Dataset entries
____

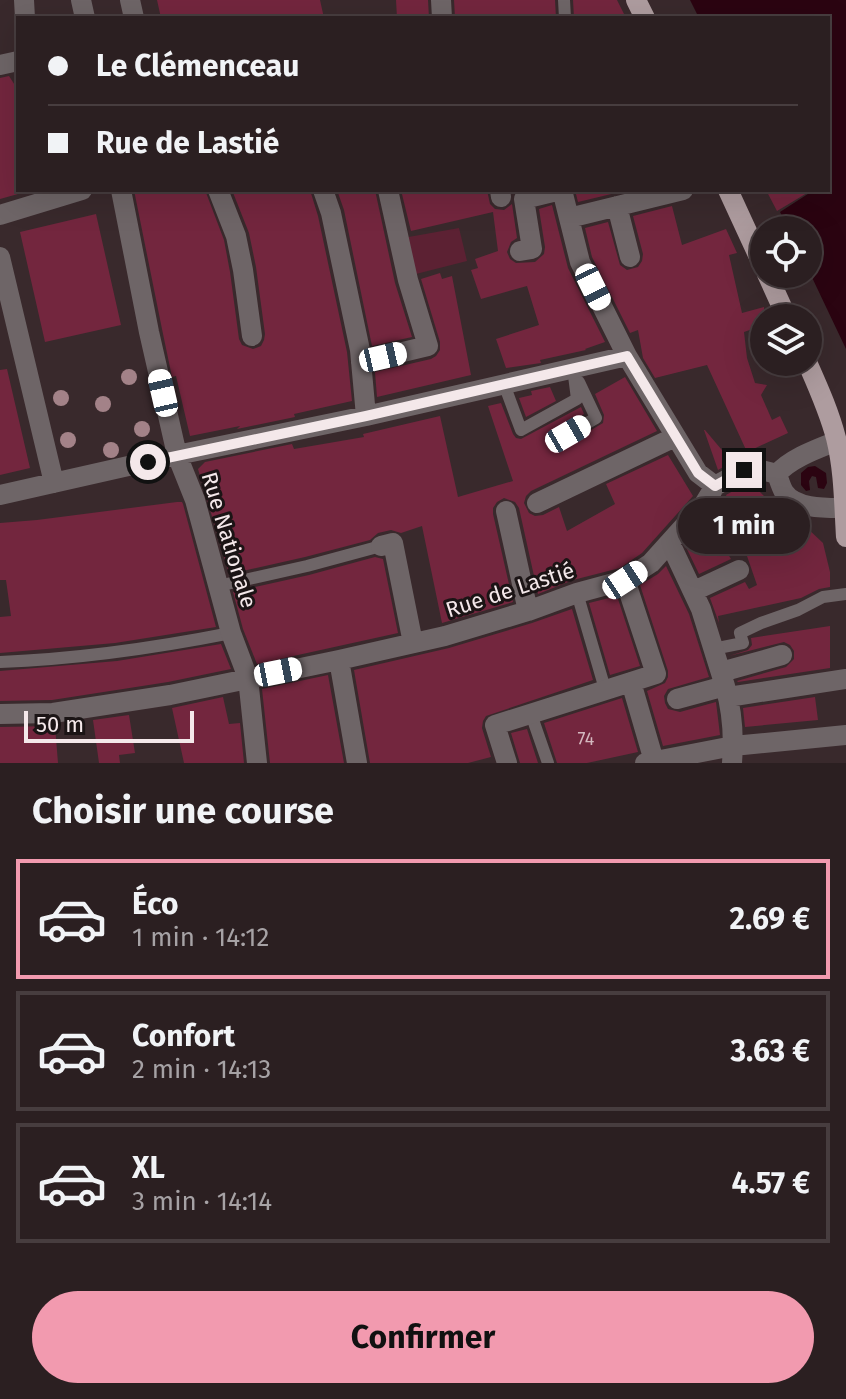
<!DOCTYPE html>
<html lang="fr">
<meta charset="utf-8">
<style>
:root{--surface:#2b1f21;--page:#33272a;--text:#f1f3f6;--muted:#a6a2a5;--line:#473d3f;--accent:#f29aaf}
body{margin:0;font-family:"Fira Sans",sans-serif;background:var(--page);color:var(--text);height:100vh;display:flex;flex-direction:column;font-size:30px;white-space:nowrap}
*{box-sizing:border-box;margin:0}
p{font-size:26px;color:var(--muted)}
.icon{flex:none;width:44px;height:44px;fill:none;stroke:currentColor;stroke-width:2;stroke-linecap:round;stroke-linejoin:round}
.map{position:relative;height:763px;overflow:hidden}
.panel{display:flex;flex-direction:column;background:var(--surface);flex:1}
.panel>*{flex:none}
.top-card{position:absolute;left:16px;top:16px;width:814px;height:176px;border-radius:0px;box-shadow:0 8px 32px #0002,0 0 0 2px var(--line);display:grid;align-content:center;height:176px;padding:0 32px;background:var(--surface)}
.fabs{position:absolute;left:750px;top:216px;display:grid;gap:16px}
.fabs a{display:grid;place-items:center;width:72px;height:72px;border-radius:50%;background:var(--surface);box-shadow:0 8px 32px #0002,0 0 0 2px var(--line);font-size:40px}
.scale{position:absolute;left:24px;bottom:20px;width:170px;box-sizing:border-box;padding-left:8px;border:4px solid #f4e8ea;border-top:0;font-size:22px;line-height:28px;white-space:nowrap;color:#f4e8ea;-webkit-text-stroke:6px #1b1415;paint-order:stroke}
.end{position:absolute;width:36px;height:36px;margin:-18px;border:10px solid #f4e8ea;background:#111;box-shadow:0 0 0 4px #111}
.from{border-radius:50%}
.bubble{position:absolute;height:56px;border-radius:28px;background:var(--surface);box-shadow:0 8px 32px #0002,0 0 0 2px var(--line);font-size:26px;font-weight:700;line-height:56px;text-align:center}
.car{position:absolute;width:24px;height:48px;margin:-24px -12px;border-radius:10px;box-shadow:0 0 6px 2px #0007;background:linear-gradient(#fff 24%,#345 0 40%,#fff 0 76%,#345 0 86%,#fff 0)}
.top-card b{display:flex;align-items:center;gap:28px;height:76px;font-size:30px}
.top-card b+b{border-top:2px solid var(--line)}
.top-card i{width:20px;height:20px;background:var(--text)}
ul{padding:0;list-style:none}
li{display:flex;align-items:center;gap:24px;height:120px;margin:0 16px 12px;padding:0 16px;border:4px solid var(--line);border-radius:0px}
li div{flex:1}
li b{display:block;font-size:30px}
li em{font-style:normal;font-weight:700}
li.active{border-color:var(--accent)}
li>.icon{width:72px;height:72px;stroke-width:1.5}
h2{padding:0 32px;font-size:36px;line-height:96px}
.primary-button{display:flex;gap:16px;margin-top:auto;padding:16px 32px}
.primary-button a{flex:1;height:92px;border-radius:48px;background:var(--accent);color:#111;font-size:32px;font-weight:700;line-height:92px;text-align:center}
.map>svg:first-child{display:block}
</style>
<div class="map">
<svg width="846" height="763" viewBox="0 0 846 763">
<rect width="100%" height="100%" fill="#39292c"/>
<path fill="#5c2133" d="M459,228L467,261L412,275L403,238Z"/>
<path fill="#2b0411" d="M690,0H846V349L808,269V230H789L780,212L814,190H828V18H699Z
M815,466L826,473L827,483L824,489L818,488L816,477L812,476L809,481L810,490L806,491L801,485V473L808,467Z"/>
<path fill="#73263e" d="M157,0H320L324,18H161Z
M396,0H428L429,18H397Z
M454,0H555L556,18H455Z
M573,0H617L626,18H574Z
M9,76L18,90V194L0,199V78Z
M134,190H205L224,240L230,272L239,339L242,345L253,349L261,346L264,340L265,334L256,267L249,233L232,190H310L318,216L347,352L352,401L294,414L295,417L237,429L240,426L190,436L176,376L172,377L162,329Z
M337,190H375L395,283L412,337L372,346L344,210Z
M401,190H487L490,204L495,209L504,210L512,204L517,238L511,242L507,252L510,259L516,263L535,262L544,254L545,247L539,209L552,205L568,268L605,342L585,349L586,350L540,360L541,363L506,368L496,339L539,325L527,286L481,299L471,270L478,268L475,259L498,251L493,212L411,231Z
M575,190H628L578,202Z
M766,190H812L777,211Z
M672,206L682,245L726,229L737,253L729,255L742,313L764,307V325L744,332L747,358L755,383L767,385L761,395L772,420L780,416L788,433L747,452L707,365L655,378L643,358L638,330L630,333L592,257L585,228L608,222L620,265L627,270L638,267L642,261L643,254L633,216Z
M96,214L121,325L45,342L20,232Z
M440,273L442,279L452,276L471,375L377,397L375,372L431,359L436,356L440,350V342L421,279Z
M7,369L30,468L0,475V370Z
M625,377L657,431L531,491L526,496L524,503L529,513L535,516L543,515L559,507L567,531L615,504L606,484L668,455L693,496L642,553L620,568L573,580L538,594L519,508L515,502L504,498L497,502L493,508V514L513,602L442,623L422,526L401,533L391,530L378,533L370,540L305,557L229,574L198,469L205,462L292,444L294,449L364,437L363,434L440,416L458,497L513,481L488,406L501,403L513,434L516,438L521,439L581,407L584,414L560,430L561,439L569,443L603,423L604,415L595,394Z
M550,387L556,401L526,417L519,398L532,395L531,391Z
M704,430H705L732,462L718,470Z
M747,483H751L768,500L806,527L823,543L830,572V587L819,589L801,598L718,616L719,623L710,598L745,582L749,589L757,585L726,495Z
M177,502H182L183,504L216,627L115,643L0,653V617L11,616L6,580H0V523L37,520Z
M707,520L731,559L699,574L685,545Z
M375,557L383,559L398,633L257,664L243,629L233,592L309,575Z
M666,566L689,614L709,677L668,689L664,696L665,703L668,709L680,712L716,702L720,735L663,746L647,691L665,683L668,677V671L640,585L658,574Z
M617,596L640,666L610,675L589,603Z
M572,609L593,680L486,716L483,721L482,728L491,757L468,763H370L354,670L449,648L532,623Z
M830,626V668L738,682L737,681L786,667L794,659V651L790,645L784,642L729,656L748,650L752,645L751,638Z
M221,644L231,669L168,682L52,700L0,701V671L117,661Z
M328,675L344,763H270L262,689Z
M223,697L229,724L240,723L244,763H184L172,708Z
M815,697L818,720L745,727L743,708Z
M622,698L638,752L587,763H557L544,723Z
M129,715L135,753L119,755L120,763H99L93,720Z
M55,726L58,763H0V727Z
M527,729L538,763H520L511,733Z"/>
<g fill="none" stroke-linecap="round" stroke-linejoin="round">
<path stroke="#6e6567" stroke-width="12" d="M564,0L565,18
M504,384L521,430L577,399L573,368
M568,434L596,418L579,382
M218,586L307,566L381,546
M577,593L605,689
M713,649L743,643L740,633L761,623L798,610L823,597L846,594
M0,662C78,659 155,648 231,633
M531,714L548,763"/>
<path stroke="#6e6567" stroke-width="20" d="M24,0L25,18
M81,0L85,18
M130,0L134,18
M441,0L442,18
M0,65L18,61
M121,190L149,332L177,455L195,500L231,633L248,678L257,763
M218,190L236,236L243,270L252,336
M323,190L331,213L360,350L366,416
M500,190L501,197
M562,190L580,262L627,356L698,473L715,486
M617,206L630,257
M0,215L82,190
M569,218L683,190
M520,251L532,249L524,199L561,190
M0,257L54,483
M361,362L428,346L408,280L388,190
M777,474C779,480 781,487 784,492C795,509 826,508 844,508
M777,474C791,458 817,449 837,441
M0,495L177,455L366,416L627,356
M537,503L675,437
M506,511L528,611
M670,543L701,609L725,686C732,710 734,738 732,763
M381,546L393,543L413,643
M625,580L656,674L631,682L654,761
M694,591L739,570
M339,660L357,763
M721,672L782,655
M728,697L846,679
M677,699L725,686
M0,714L53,713L170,695L339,660L445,636L528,611L577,593L625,580L651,563L704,504L715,486L744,470H761L777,474
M507,763L495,725L631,682
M645,763L733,746L846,735"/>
<path stroke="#ae9c9f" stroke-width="20" d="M636,0L645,18
M728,190L764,268
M767,274L787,318
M807,362C818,387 829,411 836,438C844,470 844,504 846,537"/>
</g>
<g fill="#a38288">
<circle cx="129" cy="377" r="8"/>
<circle cx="61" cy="398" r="8"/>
<circle cx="103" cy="404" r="8"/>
<circle cx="142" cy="429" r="8"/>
<circle cx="68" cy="440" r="8"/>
<circle cx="111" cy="450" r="8"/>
</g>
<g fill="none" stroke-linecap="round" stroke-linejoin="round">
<path stroke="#f4e8ea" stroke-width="10" d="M148,462L366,416L627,356L698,473L715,486L744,470"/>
</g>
<g text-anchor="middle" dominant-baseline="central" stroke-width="6" stroke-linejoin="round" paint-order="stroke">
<g font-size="18" fill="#d4b8bf">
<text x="586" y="739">74</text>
</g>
<g font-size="22" fill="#f4e8ea" stroke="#1b1415">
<text transform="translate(229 540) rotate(73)">Rue Nationale</text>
<text transform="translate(510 590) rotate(-18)">Rue de Lastié</text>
</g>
</g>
</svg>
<div class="fabs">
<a><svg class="icon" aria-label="locate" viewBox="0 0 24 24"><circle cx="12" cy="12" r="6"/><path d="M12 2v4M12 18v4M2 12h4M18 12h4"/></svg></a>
<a><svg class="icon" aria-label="layers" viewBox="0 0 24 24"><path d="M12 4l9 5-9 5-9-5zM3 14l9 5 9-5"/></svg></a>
</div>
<div class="scale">50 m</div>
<i class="end from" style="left:148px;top:462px"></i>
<i class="end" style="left:744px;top:470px"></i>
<div class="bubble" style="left:678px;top:498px;width:132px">1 min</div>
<i class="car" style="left:593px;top:287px;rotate:154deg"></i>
<i class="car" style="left:383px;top:357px;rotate:77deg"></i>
<i class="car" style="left:163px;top:393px;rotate:347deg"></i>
<i class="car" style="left:568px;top:434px;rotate:60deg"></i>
<i class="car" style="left:625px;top:580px;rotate:57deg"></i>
<i class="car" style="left:278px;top:672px;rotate:79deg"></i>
<div class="top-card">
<b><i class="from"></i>Le Clémenceau</b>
<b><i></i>Rue de Lastié</b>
</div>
</div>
<section class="panel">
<h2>Choisir une course</h2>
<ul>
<li class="active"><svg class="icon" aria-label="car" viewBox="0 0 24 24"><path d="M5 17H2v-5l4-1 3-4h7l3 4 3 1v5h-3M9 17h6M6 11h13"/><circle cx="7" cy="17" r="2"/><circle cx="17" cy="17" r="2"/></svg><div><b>Éco</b><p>1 min · 14:12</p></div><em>2.69 €</em></li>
<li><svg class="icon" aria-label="car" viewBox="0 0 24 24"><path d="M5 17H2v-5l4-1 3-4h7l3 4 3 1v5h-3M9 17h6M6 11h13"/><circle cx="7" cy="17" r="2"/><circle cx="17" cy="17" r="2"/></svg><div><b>Confort</b><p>2 min · 14:13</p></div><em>3.63 €</em></li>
<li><svg class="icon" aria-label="car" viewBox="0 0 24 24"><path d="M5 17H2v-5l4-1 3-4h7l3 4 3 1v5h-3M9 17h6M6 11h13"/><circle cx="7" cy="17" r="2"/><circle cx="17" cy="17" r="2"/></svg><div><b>XL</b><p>3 min · 14:14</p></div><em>4.57 €</em></li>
</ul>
<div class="primary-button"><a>Confirmer</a></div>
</section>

____

YOUR GOAL: Only the number should be given: the count of lines in the entries that contain the string "none".

RESULT: 5